From free-agent acquisitions to the players drafted, the Steelers became faster at nearly every position since the 2013 season ended.
Linebackers coach Keith Butler noted how the defense has three players who run the 40-yard dash in less than 4.4 seconds. The newest member of the defense is linebacker Ryan Shazier, the No. 15 overall pick who was timed in the 40 at the NFL combine at 4.38.
The other two speedsters play in the secondary. Free-agent safety Mike Mitchell once ran 4.36, and safety Shamarko Thomas, a fourth-round pick in 2013, runs 4.37.
None would win a race against third-round pick Dri Archer, a running back and kick returner, who ran the 40 in 4.26 seconds at the combine, the fastest time this year.
Add in fourth-round receiver Martavis Bryant (4.42), one of the 15 fastest players at the combine, and the Steelers could field a competitive Olympic relay team.
"I think you cover speed obviously, but it's football not a track meet," Tomlin said. "If you get a capable football player who happens to be fast, it's an asset. Speed players that we were able to acquire in this draft fit the bill in that regard. They are football players first who happen to be extremely fast."
Shazier was by far the fastest linebacker available in the draft. The Steelers will use him on the inside of their defense and have him run sideline to sideline to track down running backs and receivers.
"Sub 4.4 for a linebacker is moving," Butler said. "I like him a lot. You try to fit a need, and we thought with him we couldn't pass him up when he was there. He had that type of speed that you can't pass up. He's going to make us immediately faster on defense, which is going to help."
Archer will be an instrumental player on special teams, and the Steelers plan to use his versatility on offense. He played running back in college but also has skills that can translate to receiver.
"He's fast, yes, he's kick-return capable, all those things are obvious," Tomlin said. "This is a guy that is going to create some unique opportunities for us, from a package standpoint, in terms of getting him identified. Is he a running back? Is he a wideout? He's a splash playmaker. Regardless of position, he's a playmaker. He's a guy that gets yards in chunks and rings up the scoreboard."
Bryant is the deep threat the Steelers were without in 2013 after Mike Wallace departed in free agency. Bryant can stretch the field for quarterback Ben Roethlisberger and is capable of making big plays. He set an NCAA record by averaging 22.2 yards per reception at Clemson.

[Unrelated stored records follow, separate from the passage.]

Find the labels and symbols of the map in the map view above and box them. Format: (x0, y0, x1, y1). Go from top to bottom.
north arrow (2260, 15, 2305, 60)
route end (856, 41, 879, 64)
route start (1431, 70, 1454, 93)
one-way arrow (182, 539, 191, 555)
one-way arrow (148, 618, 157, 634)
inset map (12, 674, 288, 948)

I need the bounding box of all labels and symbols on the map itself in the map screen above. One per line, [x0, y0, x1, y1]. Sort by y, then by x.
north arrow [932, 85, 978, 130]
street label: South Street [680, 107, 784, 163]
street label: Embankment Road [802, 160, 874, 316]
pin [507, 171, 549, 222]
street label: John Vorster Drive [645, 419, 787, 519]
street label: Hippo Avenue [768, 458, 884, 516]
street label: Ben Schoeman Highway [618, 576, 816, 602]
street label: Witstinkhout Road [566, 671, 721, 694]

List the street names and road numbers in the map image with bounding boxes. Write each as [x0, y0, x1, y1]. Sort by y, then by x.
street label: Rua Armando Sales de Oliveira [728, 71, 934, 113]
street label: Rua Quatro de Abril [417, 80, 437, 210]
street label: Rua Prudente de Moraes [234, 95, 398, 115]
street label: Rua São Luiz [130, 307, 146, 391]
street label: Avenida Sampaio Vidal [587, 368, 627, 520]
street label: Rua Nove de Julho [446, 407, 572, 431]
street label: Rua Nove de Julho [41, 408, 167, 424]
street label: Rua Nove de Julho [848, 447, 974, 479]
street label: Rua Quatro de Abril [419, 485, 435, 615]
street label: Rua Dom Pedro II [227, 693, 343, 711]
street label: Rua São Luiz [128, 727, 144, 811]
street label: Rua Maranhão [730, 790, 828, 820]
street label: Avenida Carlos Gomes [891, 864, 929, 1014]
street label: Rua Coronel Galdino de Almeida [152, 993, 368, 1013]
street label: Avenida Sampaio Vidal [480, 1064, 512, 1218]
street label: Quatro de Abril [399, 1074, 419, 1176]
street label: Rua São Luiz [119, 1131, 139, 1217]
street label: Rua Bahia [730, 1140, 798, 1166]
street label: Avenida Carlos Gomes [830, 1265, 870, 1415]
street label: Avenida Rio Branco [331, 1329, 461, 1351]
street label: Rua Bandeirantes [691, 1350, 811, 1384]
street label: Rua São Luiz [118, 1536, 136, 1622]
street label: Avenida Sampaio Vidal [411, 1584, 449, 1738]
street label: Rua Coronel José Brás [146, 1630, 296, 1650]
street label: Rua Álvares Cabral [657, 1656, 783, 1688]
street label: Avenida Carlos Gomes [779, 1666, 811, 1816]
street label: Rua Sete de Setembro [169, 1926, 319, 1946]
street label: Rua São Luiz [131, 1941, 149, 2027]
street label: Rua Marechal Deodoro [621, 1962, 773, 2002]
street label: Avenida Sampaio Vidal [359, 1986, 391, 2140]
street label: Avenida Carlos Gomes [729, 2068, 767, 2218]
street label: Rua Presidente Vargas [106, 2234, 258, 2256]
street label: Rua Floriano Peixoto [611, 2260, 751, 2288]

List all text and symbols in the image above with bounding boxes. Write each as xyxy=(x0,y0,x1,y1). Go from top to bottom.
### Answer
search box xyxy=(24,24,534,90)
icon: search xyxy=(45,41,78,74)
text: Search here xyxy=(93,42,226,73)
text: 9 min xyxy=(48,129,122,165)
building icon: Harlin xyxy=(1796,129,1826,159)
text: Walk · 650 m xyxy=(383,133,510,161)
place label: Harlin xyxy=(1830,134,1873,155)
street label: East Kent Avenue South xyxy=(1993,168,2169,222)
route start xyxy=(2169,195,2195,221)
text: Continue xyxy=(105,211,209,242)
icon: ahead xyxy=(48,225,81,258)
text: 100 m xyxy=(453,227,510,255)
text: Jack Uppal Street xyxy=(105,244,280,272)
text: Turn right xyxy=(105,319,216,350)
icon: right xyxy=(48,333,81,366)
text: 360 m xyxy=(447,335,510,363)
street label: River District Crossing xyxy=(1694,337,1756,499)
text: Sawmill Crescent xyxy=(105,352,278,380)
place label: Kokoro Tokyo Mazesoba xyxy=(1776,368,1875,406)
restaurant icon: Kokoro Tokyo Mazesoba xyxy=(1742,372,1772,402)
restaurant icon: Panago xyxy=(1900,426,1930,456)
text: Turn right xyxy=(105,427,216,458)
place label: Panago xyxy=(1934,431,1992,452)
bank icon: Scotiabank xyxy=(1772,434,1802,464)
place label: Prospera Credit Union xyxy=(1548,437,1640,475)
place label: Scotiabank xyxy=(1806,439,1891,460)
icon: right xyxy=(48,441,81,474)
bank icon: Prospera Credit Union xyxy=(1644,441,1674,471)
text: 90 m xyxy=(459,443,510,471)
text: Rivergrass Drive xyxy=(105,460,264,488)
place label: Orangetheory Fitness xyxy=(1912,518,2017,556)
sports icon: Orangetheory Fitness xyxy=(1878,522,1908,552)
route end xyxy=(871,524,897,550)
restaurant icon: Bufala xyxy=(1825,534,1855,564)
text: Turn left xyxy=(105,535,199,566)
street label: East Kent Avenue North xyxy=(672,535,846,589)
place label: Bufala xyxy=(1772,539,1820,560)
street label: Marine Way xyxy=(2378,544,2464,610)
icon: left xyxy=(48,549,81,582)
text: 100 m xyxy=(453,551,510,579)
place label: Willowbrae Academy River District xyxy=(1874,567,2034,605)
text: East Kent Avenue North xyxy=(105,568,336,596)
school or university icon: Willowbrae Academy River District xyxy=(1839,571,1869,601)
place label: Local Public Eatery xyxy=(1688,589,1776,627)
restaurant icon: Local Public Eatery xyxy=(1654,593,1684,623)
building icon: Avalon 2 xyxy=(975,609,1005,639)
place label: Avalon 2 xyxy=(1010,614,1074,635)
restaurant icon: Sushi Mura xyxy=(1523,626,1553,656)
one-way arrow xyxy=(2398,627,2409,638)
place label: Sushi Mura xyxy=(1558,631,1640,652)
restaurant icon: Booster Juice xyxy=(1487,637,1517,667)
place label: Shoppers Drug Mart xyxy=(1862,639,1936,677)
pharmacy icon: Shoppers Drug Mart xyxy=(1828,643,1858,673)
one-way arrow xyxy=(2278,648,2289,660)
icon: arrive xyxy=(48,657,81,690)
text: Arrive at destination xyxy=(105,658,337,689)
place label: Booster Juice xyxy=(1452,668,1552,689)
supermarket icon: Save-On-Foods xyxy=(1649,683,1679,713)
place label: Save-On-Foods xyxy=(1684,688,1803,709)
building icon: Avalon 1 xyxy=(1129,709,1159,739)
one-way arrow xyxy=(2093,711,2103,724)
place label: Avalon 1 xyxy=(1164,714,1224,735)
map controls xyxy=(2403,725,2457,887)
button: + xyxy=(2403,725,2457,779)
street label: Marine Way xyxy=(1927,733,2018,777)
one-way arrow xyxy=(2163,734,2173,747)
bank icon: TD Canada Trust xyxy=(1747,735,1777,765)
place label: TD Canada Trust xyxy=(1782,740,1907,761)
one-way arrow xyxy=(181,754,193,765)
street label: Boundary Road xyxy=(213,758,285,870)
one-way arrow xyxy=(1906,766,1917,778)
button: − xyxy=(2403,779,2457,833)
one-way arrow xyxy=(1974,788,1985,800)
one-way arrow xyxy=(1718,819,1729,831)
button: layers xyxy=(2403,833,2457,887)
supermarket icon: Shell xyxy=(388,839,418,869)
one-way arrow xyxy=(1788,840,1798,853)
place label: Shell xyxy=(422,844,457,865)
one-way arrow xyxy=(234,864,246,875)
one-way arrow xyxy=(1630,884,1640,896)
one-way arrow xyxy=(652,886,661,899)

"We feel like we got a guy to put opposite of Antonio Brown," receivers coach Richard Mann said. "He has excellent speed for a big guy."
If Bryant isn't ready to play right away, the Steelers have a backup plan in Darrius Heyward-Bey, a six-year veteran who was signed as a free agent earlier this year. He was clocked at 4.30 in the 40-yard dash when he came out of Maryland.
Heyward-Bey and Mitchell originally were drafted by the Oakland Raiders under late owner Al Davis, who valued speed above all else.
Only time will tell if faster is better for the Steelers, but it's hard not to notice the emphasis being placed on speed throughout the roster.
■ What: Steelers rookie minicamp/orientation.
■ When: Friday-Sunday.
■ Where: Steelers South Side practice facility.
■ Note: The camp is not open to the public.